The objective of this framework is not to provide a mechanism to determine the absolute value of a set of information assets, but rather to rank their value and to understand the actions that would increase or decrease that value.

Ranking the potential value of your information assets

The framework requires that we rank the relevant information asset relative to other relevant information assets on their potential (not realised) value.

While this is far from an exact science, some questions you might like to explore include

  • what value would be added if:

  • Everyone who had a legitimate need to access to the information were able to access it?
  • Precisely when they needed it?
  • In the precise form they needed it?

You can also use more traditional asset valuation methodologies including a market approach, cost approach or income approach - but these are likely to give you more of an indication of the replacement cost of the information asset than its potential value.

The criteria above also provide a guide as to the parameters you should consider when thinking about how to maximise the realised value of your information assets.

Maximising the value of data assets

This are all pretty standard information management concepts; I repeat them here for completeness only.

  • Increase quality
  • Increase availability
  • Increase ease-of-use
  • Introduce new technology (to better transform and add-value)
  • Add new or external data sources

In the same way that increasing the quality and ease-of-use of proprietary data increases its value (and in turn increases the realised value of the data assets to the business), providing access to high-quality, easy-to-use external data also increases the ability of the business to meet its objectives.

Maximising the value of knowledge assets

Knowledge, as information embodied in humans, is only valuable to your business if it is:

  • Available to the right people
  • At the right time
  • In the right format

So while human capital is obviously key, IT has a critical part to play in enabling knowledge transfer between people in your organisation - to remove bottlenecks and key-person risk.

The converse: minimising the value of information assets

It might seem obvious how we make information more valuable (I hope so!) - but perhaps what is less obvious is the cost of inaction or of decisions that restrict access to information.

In some ways, value and risk are polar opposites – for example, the failure to realise value from an asset is a risk in itself, and increasing the realised value of information assets reduces business risk across a broad spectrum of activity.

To be clear - this is not an argument for free access to information - quiet the opposite - it is an argument for businesses to be more aware of the benefits and costs associated with how they manage (or don’t manage) their information.

This section could be a whole blog post by itself (and this one is already too long) so I will just include a few high level principles.

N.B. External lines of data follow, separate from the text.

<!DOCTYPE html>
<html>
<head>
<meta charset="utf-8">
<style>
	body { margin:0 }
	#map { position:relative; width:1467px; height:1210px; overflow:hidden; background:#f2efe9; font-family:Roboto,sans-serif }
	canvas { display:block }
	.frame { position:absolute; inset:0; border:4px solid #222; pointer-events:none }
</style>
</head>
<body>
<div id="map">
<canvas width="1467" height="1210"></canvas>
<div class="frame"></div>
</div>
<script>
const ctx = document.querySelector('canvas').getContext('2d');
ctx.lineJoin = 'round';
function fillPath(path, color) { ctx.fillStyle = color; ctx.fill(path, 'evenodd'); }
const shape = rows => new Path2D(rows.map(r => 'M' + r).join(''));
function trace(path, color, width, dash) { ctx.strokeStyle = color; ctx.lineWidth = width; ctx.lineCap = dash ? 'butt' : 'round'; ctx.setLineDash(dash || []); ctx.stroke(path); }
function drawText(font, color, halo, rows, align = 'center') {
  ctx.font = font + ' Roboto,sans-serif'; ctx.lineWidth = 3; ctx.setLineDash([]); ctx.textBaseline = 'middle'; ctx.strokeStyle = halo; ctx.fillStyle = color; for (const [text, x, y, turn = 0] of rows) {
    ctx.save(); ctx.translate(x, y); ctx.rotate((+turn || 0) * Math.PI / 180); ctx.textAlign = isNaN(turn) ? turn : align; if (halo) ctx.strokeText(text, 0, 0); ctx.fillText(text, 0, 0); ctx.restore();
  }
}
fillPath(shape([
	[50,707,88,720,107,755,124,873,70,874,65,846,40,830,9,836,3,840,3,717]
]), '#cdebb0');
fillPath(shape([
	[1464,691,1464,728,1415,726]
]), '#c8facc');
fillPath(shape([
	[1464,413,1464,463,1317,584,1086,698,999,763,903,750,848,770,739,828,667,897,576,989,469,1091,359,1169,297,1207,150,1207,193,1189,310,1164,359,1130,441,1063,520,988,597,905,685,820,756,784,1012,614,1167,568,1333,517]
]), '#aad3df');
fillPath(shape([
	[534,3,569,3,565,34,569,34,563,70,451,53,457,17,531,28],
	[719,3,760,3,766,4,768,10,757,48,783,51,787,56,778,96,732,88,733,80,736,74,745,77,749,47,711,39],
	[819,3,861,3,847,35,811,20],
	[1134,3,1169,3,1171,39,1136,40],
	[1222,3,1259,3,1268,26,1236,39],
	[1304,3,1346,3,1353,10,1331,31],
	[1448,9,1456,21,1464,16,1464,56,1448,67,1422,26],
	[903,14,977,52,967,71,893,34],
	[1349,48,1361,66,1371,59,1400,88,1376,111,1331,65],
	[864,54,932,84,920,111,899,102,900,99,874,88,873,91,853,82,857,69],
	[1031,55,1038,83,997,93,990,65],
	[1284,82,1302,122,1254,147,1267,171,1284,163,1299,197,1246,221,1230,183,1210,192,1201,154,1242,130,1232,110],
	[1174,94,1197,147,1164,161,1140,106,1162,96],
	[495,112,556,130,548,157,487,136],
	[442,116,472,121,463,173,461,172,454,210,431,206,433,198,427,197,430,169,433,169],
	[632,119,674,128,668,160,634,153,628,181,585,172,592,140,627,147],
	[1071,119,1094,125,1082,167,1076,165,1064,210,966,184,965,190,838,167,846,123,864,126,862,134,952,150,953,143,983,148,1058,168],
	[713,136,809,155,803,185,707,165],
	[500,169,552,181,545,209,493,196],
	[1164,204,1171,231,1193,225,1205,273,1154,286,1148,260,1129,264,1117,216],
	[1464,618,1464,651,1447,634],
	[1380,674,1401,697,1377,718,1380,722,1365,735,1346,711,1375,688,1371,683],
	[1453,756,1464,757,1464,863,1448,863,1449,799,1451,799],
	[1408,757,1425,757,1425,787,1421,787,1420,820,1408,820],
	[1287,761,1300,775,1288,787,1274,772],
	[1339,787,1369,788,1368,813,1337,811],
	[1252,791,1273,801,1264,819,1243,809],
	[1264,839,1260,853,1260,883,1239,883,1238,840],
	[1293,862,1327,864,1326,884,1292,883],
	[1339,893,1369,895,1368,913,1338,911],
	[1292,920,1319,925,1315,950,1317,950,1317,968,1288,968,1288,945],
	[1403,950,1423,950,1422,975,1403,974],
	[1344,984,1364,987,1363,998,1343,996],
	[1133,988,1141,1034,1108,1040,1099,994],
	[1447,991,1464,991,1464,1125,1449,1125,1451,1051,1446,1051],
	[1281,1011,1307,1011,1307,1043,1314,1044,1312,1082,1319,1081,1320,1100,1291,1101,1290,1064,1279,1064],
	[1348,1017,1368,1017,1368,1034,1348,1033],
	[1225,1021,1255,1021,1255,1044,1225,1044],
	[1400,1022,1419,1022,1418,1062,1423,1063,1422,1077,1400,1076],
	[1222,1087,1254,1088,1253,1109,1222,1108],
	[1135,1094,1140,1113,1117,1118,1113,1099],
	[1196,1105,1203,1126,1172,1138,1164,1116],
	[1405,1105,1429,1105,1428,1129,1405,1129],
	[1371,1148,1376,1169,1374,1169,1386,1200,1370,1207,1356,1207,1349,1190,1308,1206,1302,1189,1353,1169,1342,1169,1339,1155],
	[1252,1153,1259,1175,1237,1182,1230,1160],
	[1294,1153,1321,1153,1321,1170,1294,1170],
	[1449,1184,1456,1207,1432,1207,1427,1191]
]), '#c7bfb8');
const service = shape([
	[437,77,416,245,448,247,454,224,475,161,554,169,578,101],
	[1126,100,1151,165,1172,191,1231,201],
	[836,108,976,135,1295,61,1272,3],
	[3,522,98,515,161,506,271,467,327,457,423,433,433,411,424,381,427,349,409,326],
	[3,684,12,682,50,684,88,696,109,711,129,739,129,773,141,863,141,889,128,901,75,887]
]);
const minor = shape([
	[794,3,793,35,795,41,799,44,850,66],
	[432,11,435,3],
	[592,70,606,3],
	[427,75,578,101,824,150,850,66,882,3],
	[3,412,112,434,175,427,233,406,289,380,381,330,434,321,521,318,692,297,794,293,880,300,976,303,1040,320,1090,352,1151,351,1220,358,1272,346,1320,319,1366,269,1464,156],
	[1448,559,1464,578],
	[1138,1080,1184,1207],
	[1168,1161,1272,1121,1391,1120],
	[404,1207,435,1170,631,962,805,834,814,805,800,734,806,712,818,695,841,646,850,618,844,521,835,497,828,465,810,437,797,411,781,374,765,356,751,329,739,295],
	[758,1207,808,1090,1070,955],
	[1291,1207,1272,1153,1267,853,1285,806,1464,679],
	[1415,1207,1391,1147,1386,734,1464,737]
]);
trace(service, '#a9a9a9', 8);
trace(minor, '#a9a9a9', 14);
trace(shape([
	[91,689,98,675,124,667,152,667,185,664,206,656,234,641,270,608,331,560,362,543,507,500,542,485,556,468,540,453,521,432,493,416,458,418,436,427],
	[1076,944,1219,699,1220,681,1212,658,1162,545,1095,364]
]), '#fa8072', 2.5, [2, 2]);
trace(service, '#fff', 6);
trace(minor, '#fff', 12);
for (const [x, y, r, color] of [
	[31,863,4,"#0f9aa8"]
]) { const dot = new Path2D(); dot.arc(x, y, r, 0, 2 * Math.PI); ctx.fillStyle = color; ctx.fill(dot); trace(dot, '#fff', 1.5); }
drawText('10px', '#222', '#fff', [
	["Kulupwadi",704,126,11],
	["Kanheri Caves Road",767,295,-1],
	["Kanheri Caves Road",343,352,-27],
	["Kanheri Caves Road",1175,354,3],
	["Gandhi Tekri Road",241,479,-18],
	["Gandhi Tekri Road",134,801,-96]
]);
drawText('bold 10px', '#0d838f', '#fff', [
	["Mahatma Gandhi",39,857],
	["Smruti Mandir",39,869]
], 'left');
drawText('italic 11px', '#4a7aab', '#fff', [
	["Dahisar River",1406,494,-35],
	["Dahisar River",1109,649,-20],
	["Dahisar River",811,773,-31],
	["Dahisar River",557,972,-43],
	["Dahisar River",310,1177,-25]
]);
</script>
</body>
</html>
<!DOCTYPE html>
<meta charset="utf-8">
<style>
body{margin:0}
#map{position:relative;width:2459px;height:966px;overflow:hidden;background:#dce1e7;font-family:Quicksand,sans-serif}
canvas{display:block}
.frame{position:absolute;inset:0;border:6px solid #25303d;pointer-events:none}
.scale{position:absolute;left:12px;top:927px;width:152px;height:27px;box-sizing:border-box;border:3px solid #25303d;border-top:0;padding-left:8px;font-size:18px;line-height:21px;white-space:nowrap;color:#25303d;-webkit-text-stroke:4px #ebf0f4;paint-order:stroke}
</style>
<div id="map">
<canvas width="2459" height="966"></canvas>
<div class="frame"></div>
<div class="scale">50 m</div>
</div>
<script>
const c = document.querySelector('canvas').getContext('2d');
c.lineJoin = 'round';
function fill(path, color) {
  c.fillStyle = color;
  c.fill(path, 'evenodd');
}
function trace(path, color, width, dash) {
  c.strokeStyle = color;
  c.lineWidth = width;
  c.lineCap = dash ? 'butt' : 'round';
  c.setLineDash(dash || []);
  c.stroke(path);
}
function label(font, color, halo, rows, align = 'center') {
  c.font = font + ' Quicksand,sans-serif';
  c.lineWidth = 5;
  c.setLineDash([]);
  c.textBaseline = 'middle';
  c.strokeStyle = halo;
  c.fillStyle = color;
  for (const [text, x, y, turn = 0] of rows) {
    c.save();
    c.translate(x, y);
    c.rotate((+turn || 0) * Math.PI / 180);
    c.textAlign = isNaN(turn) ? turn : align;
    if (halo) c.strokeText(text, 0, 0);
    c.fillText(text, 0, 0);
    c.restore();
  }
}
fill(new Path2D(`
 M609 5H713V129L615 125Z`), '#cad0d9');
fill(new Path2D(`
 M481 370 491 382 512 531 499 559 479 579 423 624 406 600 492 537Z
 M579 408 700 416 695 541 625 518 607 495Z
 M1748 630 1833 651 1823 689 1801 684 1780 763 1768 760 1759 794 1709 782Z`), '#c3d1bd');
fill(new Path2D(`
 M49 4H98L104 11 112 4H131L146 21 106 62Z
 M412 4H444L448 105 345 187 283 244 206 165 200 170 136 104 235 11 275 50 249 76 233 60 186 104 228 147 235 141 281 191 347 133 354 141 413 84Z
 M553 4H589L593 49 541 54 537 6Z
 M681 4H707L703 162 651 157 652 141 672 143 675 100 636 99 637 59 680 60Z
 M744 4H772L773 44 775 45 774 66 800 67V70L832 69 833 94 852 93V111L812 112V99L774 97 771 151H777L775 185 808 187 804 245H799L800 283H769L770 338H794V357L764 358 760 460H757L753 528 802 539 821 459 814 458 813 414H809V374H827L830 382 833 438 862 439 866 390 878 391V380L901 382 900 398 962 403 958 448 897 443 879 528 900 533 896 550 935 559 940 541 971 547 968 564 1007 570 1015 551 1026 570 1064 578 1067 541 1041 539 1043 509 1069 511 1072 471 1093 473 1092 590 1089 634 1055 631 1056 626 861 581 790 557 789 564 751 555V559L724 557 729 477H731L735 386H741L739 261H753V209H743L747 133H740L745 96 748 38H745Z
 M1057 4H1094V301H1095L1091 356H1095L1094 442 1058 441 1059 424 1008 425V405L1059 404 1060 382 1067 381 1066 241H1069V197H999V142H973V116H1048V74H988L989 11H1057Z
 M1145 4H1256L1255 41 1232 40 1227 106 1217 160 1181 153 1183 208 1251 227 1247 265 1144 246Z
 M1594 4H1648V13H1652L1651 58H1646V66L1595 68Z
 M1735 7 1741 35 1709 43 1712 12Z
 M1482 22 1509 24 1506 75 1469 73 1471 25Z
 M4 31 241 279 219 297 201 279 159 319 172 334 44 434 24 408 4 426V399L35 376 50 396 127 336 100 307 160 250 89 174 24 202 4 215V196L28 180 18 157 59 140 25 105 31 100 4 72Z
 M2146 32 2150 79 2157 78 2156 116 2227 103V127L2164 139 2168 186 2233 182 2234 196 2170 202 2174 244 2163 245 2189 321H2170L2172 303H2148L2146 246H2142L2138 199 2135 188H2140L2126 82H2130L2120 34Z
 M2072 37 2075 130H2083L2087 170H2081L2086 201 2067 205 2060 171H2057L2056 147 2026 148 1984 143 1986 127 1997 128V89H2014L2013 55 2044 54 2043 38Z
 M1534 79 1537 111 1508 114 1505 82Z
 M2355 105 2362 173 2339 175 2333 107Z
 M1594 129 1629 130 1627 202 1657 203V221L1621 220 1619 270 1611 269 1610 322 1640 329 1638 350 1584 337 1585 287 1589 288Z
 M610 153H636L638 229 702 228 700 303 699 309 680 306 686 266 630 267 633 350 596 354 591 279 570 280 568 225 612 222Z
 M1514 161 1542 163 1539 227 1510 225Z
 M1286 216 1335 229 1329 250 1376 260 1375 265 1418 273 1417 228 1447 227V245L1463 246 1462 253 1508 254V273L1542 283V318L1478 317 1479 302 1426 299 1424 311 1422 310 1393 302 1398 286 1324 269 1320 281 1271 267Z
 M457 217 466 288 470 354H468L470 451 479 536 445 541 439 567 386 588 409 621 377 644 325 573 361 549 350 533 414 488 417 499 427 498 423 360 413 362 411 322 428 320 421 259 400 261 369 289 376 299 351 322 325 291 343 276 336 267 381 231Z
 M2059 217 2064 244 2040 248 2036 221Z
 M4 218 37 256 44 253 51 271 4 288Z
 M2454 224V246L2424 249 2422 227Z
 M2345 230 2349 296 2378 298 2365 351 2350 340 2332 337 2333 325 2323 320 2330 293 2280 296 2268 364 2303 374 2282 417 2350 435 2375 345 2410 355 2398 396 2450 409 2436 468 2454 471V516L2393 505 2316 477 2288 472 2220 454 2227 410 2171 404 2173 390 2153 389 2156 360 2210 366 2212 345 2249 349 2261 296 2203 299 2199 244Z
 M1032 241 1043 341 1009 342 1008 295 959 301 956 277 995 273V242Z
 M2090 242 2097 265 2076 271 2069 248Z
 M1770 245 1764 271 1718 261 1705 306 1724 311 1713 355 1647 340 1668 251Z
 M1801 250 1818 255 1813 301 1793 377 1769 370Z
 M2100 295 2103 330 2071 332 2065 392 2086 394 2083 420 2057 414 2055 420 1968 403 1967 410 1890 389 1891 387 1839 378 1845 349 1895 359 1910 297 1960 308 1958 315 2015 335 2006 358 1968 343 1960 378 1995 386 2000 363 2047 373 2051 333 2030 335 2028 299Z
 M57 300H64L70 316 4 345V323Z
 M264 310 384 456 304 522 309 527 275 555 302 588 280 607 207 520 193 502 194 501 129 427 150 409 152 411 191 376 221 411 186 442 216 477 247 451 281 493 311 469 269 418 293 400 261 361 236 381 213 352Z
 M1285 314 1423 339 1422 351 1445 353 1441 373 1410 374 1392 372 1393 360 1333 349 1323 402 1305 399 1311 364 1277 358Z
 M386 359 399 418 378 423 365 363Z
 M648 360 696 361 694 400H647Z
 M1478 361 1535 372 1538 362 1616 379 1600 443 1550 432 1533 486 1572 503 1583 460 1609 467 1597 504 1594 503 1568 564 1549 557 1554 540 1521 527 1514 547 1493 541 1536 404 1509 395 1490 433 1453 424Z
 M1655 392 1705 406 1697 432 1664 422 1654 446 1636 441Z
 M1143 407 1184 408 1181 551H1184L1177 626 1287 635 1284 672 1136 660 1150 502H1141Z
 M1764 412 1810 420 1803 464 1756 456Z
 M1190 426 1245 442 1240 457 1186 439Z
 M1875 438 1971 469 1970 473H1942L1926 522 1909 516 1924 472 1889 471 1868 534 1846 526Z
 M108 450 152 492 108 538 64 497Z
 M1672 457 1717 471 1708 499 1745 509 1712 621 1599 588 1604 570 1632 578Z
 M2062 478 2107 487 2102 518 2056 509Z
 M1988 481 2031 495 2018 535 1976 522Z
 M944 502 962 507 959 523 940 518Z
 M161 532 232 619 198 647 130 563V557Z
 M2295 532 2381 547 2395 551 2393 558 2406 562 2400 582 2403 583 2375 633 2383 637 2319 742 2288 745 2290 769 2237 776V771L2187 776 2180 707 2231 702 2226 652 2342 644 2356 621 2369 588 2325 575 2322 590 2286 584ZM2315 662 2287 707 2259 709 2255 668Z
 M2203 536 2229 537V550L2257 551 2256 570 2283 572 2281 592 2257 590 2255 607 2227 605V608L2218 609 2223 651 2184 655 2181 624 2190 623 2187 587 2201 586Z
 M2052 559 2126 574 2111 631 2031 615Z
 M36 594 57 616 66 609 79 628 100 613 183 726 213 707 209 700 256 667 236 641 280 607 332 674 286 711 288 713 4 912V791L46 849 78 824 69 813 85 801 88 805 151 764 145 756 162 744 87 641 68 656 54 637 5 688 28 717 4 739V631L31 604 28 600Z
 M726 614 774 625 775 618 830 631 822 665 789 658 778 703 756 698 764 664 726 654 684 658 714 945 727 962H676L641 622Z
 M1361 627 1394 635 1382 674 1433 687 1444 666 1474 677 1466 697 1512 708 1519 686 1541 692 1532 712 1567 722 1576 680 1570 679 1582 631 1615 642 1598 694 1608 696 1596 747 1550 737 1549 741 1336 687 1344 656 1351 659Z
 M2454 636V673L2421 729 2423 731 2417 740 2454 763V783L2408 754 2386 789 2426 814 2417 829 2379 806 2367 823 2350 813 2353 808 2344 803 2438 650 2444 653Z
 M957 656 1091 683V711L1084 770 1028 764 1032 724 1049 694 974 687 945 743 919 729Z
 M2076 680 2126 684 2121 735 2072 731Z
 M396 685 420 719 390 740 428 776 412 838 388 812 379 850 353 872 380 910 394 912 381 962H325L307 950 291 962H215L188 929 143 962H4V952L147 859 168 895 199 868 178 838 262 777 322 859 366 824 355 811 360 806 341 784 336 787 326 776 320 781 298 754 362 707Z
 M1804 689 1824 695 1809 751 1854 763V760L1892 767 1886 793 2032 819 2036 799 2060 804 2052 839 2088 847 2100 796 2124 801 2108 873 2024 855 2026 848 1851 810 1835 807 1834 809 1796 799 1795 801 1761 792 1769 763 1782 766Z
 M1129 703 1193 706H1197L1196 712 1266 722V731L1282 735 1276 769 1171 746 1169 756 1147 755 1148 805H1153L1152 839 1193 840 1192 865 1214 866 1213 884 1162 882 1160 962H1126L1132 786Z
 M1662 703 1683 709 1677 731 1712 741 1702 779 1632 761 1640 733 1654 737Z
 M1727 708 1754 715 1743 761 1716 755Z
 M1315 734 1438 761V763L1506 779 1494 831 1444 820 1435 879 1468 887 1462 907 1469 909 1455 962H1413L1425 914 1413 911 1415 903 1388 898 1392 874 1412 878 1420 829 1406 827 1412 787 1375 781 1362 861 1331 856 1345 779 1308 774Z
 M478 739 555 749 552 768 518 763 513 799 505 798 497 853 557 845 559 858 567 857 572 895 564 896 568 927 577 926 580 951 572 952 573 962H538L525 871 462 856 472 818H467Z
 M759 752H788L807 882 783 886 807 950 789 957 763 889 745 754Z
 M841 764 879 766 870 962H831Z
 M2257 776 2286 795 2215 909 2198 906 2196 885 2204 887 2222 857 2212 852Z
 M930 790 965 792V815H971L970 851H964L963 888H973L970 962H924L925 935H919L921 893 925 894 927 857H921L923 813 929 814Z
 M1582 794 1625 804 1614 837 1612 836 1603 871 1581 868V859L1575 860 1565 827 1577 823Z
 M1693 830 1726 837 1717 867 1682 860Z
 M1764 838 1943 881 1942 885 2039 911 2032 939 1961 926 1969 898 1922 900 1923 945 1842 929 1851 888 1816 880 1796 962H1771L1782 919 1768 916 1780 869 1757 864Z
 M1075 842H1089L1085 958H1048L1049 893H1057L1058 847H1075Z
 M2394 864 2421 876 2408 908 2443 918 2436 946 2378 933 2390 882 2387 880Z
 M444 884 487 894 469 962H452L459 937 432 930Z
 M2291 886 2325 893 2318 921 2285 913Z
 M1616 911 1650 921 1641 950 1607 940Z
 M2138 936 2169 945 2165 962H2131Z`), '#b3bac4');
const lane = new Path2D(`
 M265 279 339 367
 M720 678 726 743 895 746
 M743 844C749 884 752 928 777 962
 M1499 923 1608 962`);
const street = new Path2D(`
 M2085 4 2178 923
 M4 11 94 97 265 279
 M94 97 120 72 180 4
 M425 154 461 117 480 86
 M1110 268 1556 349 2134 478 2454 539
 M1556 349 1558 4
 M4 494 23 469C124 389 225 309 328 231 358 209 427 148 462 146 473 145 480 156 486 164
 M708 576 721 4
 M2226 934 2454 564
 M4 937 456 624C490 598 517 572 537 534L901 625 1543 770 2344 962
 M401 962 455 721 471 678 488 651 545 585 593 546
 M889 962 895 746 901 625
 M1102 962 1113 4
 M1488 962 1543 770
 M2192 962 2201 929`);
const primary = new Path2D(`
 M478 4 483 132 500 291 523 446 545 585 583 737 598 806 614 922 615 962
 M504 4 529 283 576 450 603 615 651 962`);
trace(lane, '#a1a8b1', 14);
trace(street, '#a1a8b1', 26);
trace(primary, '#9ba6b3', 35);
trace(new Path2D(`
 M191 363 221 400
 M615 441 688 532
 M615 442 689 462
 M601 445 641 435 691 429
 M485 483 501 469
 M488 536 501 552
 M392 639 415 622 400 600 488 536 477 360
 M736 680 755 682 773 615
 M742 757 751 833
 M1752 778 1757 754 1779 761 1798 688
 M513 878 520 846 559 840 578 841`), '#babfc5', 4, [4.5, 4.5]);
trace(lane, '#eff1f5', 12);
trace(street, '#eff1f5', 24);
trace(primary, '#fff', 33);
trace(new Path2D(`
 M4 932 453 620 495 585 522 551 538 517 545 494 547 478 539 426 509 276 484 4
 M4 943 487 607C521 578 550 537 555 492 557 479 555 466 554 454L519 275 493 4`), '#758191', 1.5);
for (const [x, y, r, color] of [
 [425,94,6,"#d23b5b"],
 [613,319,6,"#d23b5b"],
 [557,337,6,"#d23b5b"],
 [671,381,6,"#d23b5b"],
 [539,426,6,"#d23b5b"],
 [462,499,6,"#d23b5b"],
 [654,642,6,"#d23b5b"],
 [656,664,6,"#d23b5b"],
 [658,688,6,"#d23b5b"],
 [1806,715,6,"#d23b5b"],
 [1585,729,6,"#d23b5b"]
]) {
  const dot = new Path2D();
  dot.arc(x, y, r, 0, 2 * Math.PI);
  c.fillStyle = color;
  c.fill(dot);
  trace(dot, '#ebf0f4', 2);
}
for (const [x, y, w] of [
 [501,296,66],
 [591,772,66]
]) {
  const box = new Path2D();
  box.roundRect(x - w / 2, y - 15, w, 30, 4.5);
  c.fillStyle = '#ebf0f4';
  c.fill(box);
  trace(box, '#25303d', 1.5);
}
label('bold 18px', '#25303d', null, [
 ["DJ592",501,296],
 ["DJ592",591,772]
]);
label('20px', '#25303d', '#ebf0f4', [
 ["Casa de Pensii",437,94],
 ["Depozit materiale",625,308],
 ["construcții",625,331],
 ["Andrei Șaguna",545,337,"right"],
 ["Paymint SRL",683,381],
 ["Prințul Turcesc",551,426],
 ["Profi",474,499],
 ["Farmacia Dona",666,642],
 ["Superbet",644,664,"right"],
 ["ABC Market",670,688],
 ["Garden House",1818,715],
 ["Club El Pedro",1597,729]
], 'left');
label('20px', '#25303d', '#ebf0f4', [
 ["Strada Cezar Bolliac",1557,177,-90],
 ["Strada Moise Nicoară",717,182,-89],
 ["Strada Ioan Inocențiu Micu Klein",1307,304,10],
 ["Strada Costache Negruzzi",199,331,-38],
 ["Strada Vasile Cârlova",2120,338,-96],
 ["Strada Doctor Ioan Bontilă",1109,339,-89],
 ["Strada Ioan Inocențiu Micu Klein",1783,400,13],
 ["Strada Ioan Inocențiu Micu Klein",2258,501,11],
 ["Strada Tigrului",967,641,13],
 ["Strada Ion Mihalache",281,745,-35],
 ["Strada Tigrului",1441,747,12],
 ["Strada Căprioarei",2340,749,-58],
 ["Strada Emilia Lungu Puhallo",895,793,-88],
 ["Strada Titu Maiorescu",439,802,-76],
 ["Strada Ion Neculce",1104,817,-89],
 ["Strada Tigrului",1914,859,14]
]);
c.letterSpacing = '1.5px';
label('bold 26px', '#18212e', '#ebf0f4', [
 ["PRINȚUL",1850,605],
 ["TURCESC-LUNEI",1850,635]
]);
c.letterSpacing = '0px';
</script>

If your organisation is not doing some or all of these, then you’re reducing the realised value of your information assets:

  • Make it easy for employees to access the information they need to do their job
  • Make it easy for employees to find and share knowledge within your organisation
  • Embrace failure and learn from it
  • Encourage change throughout the organisation

How important is IT in information management?

Much of information management is about setting organisational strategy and policy - in many organisations the IT and information management roles are distinct - but an effective information management strategy must be based on the support and direct engagement with the businesses IT function, if not directly part of it.

This is just a starting point

Information management is a complex area and effective information management is heavily dependent on the organisation and the resources available; that said, I believe any organisation can benefit from a discussion about IT and information that starts from a cost / benefit approach.

I hope that this framework is helpful for your organisation or even just for the way you think about information management.